You can read all of SFR’s COVID-19 coverage here.
As the prevention specialist for the National Sexual Violence Resource Center, Mo Lewis provides training and technical assistance to sexual assault coalitions, health departments and other community organizations around the country. On the most recent episode of the sexual-violence prevention podcast Both/And, Lewis talks with host Jess Clark, director of Sexual Violence Prevention for the New Mexico Coalition of Sexual Assault Programs, on a variety of topics, including “new ways of looking at prevention tools, and how those tools intersect with anti-oppression efforts.” As always, the episode features an interesting conversation, great music and some cool links.
Hispanics under-represented in cannabis industry
Axios Latino Editor Astrid Galván and race and justice reporter Russell Contreras delve into the state of play for Latinos in the cannabis industry, looking at the five Albuquerque middle-school teachers who recently opened a dispensary, La Tiendita de Motita. The women belong, the Axios story notes, to a small demographic: The National Hispanic Cannabis Council reports Hispanics account for just 5.7% of licensed cannabis business owners. Financing is one barrier—the Albuquerque teachers cashed out retirement accounts and sold some of their assets to start their venture. Axios also spoke with state Rep. Javier Martínez, D-Albuquerque, about the loans available to micro-producers and retailers, as well as ways in which the state’s Cannabis Regulation Act was designed to attract first-time growers, he says (cannabis micro-businesses, some will recall, felt left behind after a bill that would have raised their plant counts died in a legislative session earlier this year).

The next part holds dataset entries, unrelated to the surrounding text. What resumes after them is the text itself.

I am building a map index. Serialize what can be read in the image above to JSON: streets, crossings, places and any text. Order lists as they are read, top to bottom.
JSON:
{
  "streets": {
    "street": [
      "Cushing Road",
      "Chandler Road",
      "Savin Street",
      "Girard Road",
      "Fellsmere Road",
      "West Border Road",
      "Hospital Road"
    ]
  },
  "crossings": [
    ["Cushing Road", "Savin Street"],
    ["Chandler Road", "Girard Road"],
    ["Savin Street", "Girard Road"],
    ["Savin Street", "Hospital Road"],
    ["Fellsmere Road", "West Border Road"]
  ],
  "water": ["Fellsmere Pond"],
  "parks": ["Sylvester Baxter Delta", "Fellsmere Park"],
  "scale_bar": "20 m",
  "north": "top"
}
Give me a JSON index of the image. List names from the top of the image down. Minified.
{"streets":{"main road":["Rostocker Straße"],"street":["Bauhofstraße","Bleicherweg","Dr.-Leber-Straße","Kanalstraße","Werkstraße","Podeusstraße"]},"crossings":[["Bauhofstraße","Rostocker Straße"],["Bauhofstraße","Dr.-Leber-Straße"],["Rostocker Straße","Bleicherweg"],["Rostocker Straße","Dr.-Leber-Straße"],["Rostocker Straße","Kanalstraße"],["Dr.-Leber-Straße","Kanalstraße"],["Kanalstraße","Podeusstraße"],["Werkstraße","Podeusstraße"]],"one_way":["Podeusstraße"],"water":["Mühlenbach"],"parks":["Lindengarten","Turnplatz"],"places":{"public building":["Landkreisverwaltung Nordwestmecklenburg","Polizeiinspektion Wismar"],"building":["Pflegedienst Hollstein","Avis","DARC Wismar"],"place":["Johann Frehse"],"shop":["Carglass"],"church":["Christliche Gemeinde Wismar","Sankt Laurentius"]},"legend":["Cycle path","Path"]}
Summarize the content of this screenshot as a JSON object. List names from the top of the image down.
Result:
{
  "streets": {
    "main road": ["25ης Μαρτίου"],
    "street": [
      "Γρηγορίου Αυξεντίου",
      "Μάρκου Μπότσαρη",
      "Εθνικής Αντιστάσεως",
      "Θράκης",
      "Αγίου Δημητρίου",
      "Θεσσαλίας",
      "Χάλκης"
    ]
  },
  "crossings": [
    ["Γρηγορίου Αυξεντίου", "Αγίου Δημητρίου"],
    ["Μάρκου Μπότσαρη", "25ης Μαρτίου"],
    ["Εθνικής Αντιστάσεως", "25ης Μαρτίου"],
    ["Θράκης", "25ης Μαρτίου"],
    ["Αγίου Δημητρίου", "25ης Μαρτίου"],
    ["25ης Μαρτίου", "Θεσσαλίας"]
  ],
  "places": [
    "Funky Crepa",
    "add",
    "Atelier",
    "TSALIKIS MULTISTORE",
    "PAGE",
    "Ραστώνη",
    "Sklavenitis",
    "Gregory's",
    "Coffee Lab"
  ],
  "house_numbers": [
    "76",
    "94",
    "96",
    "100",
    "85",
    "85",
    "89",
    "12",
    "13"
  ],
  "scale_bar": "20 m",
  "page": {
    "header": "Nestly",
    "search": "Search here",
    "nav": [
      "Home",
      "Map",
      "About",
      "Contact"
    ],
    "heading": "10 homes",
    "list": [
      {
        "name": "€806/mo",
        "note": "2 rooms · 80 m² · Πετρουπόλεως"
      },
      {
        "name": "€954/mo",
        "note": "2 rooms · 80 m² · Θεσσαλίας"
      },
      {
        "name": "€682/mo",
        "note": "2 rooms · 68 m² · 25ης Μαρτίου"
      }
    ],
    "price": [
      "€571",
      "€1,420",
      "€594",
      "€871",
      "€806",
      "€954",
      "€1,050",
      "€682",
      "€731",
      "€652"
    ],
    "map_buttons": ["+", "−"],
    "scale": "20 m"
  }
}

“Cream-colored stems elongate in clusters, punctuated by the brown speckled caps of chestnut mushrooms. On the rack above them, the bluish gray bells of oyster mushrooms fan upward. Another shelf over, the lion’s mane mushrooms grow more voluminous, their shaggy spines clumping together so they look like fluffy white clouds.” That’s the poetic lede Priscilla Totiyapungprasert penned for a fascinating El Paso Matters profile of Full Circle Mushrooms, a specialty mushroom farm based in La Mesa, New Mexico. Founded by Ximena Zamacona, a chemist from Mexico, the farm also composts the sawdust blocks used in the mushrooms’ “fruiting chambers,” which in turn go “to fruit and vegetable farms to improve water retention and release additional nutrients in the soil.” That’s where the “Full Circle” concept comes into play. “Full Circle Mushrooms is committed to closing the loop of a low carbon footprint system that not only produces food this area is not used to seeing (mushrooms in a desert) but transforming most of its elements into compost, which in return helps with carbon capture,” the company’s website notes. The El Paso Times’ story takes a deep dive into the science behind that goal, as well as the economics of scale for mushroom farmers.
Chances for rain today look decent, with the National Weather Service forecasting a 60% chance for precipitation, with showers and thunderstorms likely to start after noon, some of which could produce heavy rain. It will otherwise be partly sunny with a high near 85 degrees. We may see more rain tonight, Friday and all weekend long.
Thanks for reading! The Word is determined to write a six-word story about an evil twin.